→ **Problem description**
Within the data beneath, some lines may hold the word "Task". Give the number of those lines and nothing else.

→ **Input records**
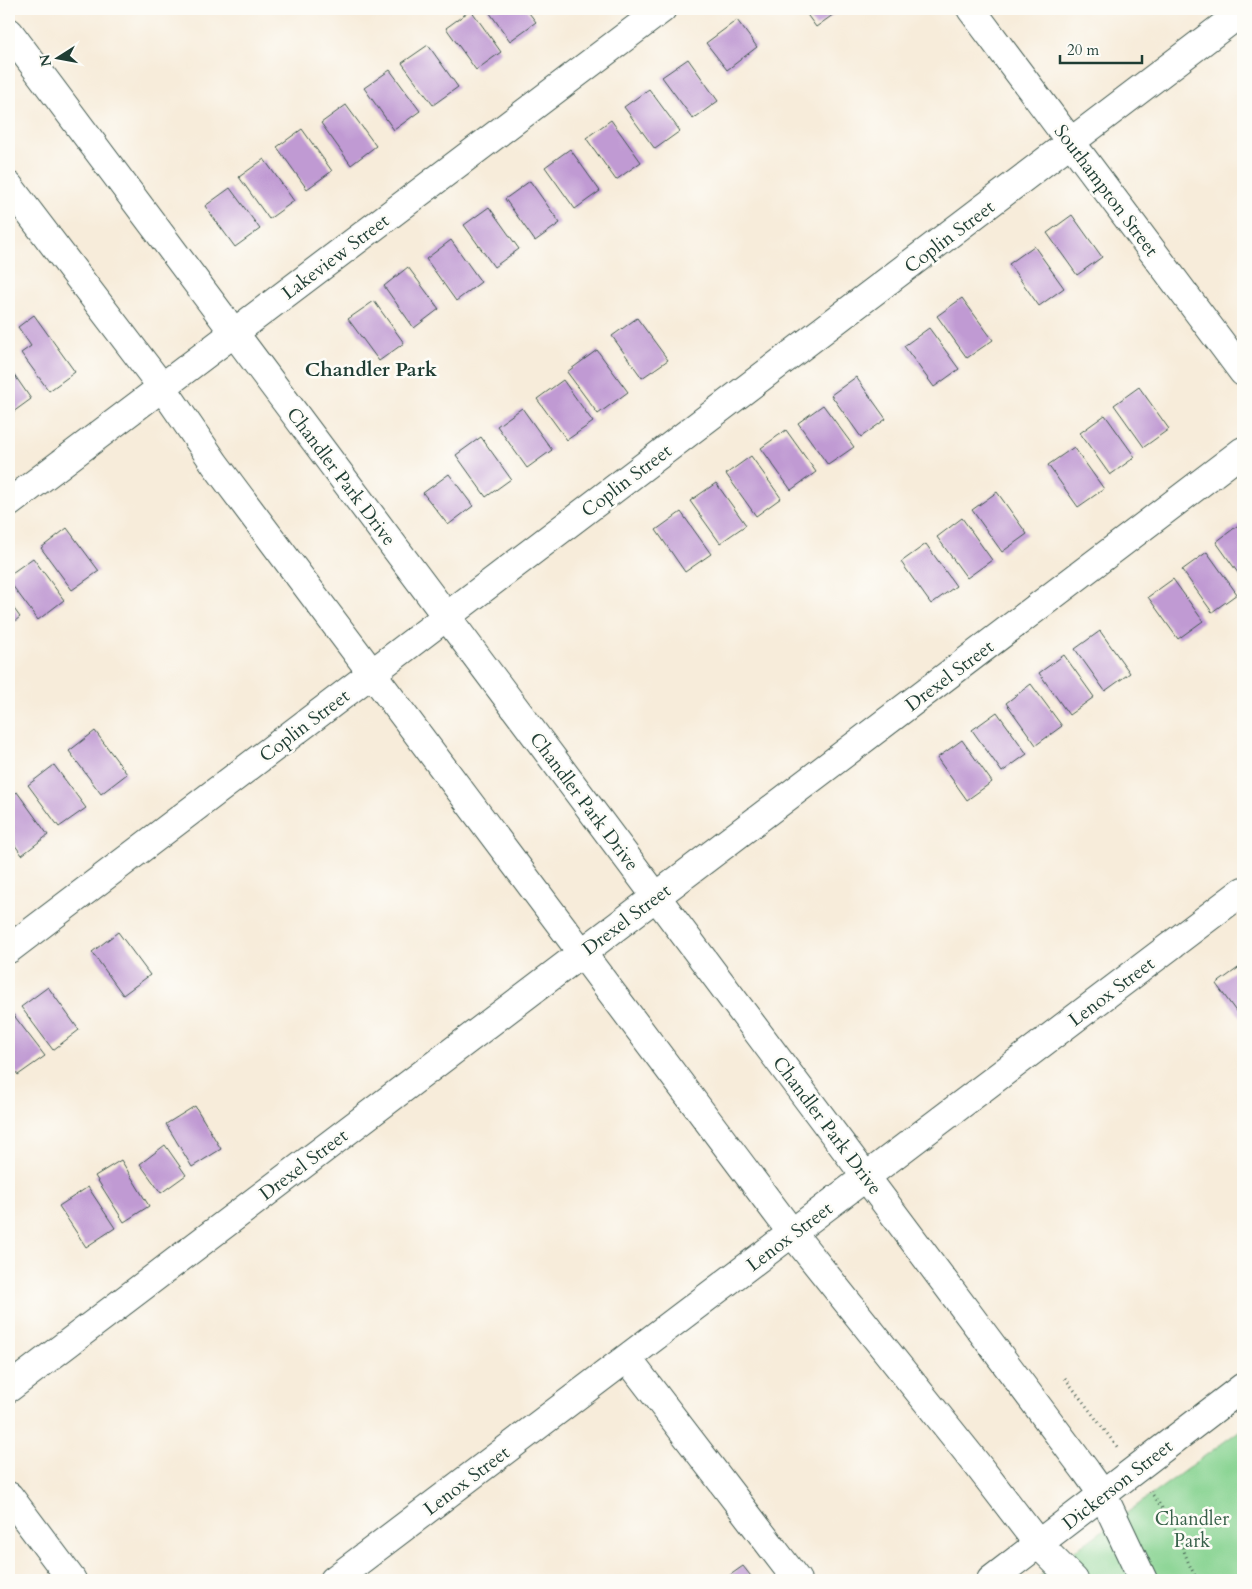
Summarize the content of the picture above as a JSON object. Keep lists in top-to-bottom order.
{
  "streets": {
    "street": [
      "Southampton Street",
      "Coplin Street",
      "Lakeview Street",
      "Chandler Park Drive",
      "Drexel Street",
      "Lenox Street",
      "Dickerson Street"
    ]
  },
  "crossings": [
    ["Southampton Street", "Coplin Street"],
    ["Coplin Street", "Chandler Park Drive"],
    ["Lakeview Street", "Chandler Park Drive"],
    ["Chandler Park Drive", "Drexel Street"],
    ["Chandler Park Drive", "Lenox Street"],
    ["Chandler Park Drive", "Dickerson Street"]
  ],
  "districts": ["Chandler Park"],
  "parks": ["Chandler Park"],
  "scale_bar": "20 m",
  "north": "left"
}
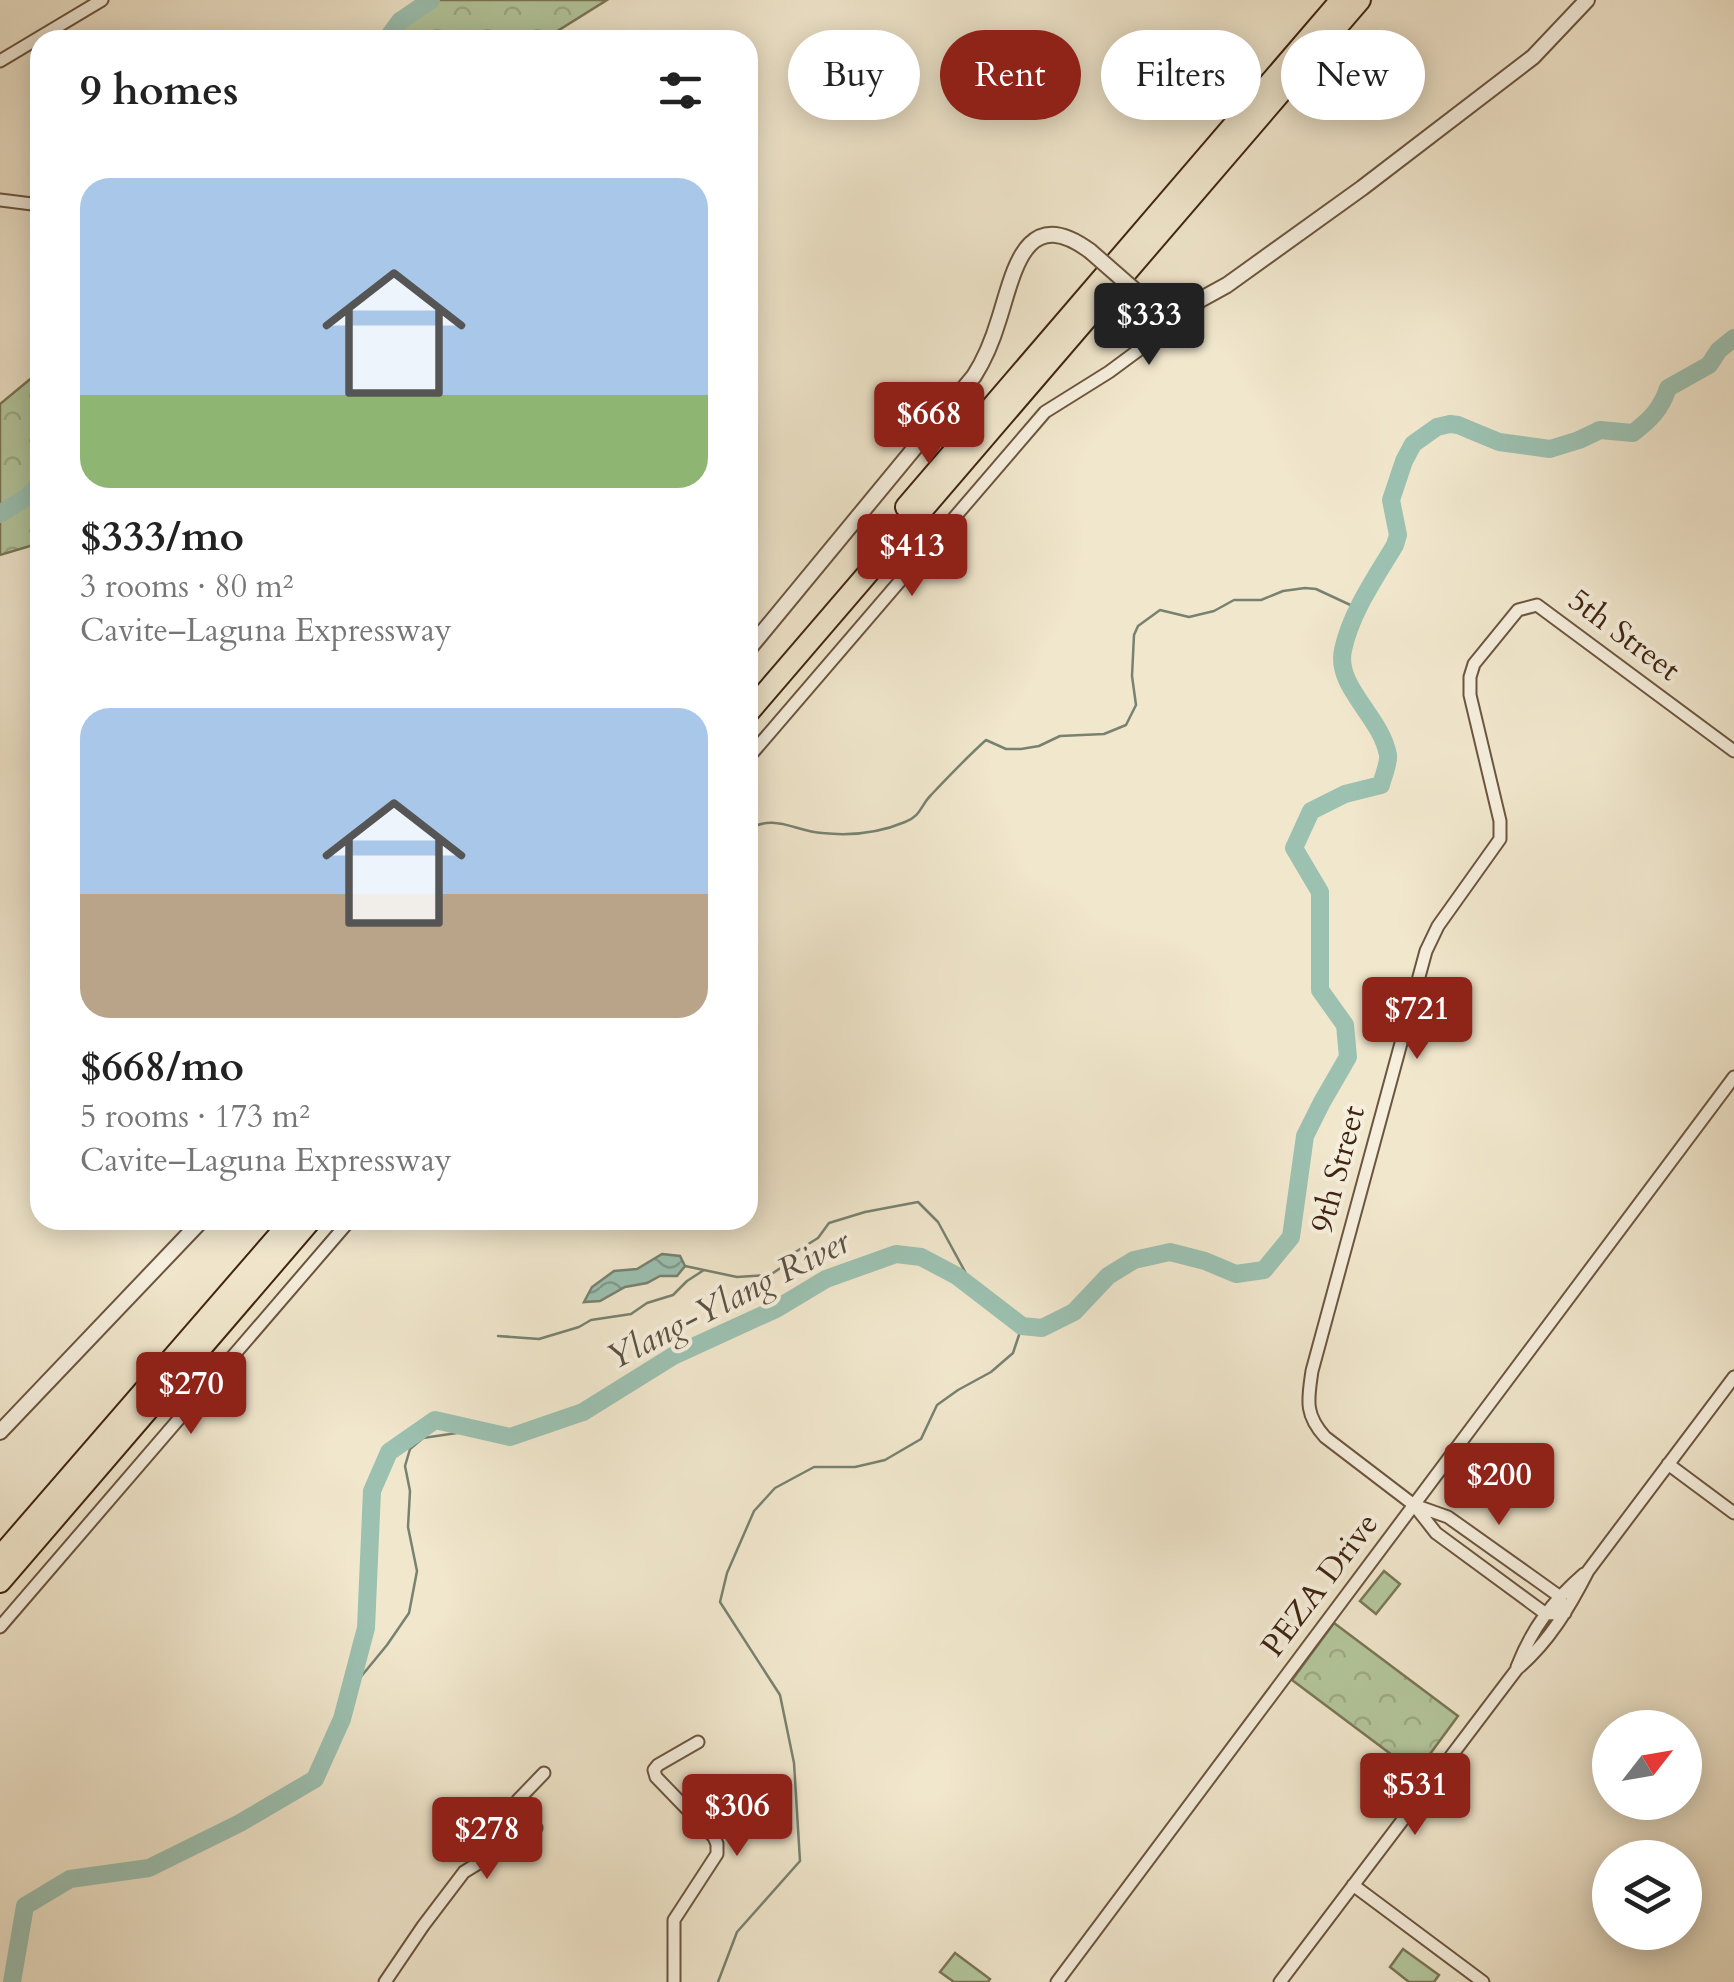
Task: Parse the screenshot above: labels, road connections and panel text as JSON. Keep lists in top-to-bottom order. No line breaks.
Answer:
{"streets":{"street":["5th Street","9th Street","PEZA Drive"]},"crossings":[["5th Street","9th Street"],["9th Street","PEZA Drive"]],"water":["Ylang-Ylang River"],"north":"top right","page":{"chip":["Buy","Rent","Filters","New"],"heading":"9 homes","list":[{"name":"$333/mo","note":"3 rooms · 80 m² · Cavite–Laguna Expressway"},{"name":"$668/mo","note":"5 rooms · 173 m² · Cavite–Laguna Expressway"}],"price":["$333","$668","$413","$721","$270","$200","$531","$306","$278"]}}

--

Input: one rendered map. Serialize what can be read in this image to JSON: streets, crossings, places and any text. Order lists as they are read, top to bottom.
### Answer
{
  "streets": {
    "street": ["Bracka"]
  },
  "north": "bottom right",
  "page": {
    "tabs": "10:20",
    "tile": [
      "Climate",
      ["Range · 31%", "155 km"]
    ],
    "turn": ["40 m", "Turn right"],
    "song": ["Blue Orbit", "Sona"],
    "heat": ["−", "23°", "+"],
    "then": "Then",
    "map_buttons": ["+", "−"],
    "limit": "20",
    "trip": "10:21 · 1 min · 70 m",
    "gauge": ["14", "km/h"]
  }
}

==

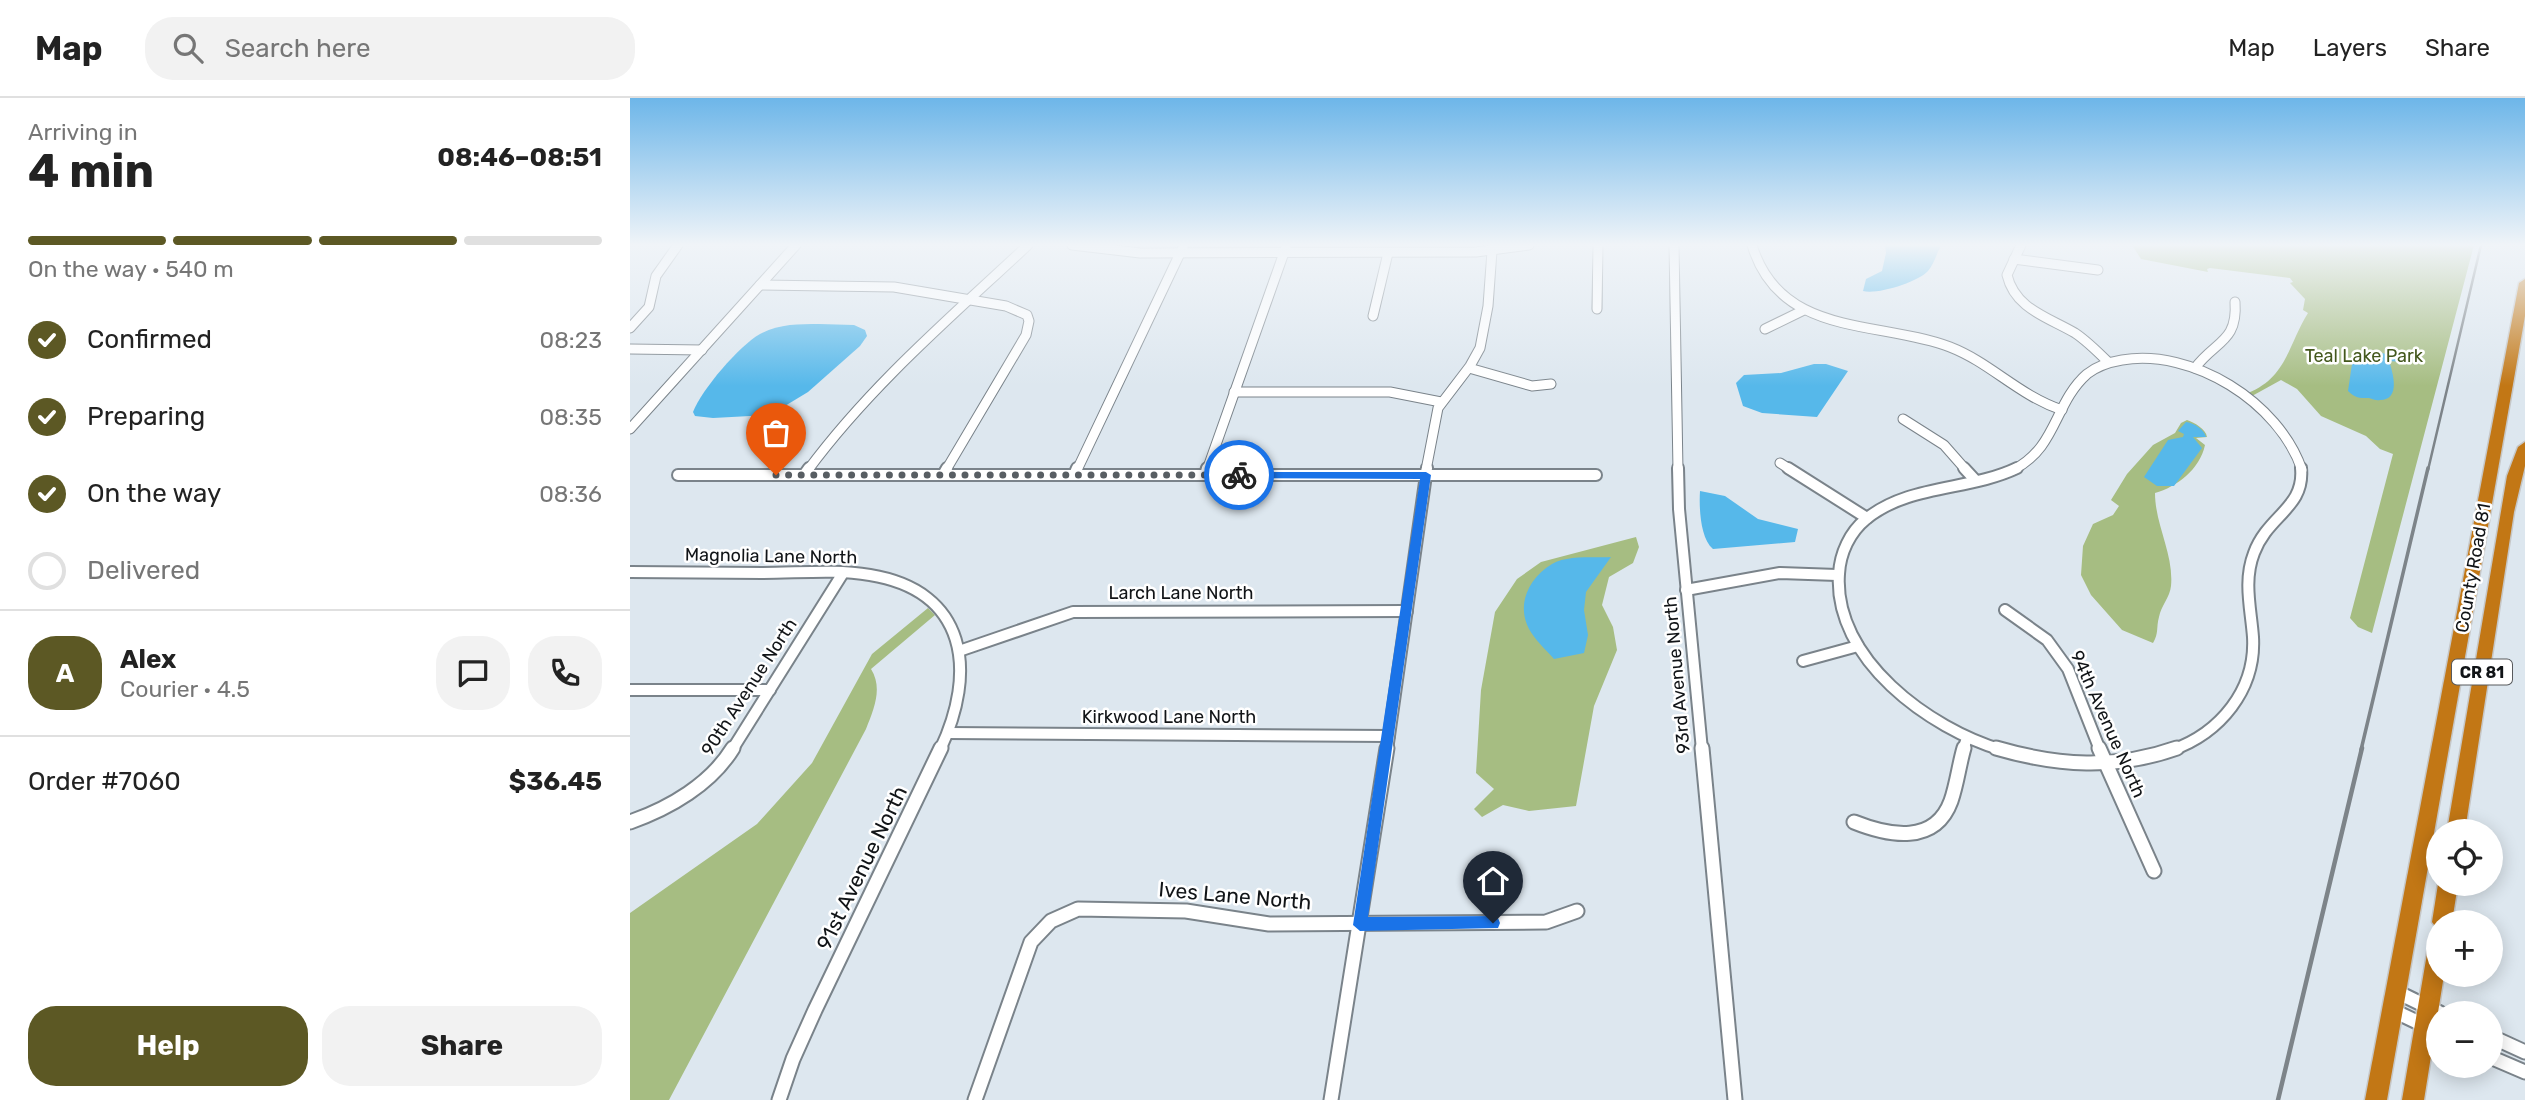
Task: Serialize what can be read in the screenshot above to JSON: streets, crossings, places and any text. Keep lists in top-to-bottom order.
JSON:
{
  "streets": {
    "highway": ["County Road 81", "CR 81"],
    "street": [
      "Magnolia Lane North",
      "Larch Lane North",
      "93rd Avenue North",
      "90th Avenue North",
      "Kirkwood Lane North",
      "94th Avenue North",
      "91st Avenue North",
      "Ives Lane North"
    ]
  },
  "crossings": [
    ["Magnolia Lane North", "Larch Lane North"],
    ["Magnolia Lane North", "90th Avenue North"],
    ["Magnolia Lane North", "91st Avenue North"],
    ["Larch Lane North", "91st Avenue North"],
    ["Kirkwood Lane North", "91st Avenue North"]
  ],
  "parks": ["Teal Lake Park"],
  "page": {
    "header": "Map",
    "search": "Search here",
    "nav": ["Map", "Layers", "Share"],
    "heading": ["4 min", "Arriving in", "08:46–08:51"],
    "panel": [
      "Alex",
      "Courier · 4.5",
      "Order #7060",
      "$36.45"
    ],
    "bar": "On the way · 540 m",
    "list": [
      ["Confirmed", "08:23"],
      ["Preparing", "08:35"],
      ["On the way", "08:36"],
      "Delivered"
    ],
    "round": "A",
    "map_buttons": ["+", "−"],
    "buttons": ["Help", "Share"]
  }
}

→ **Exercise result**
2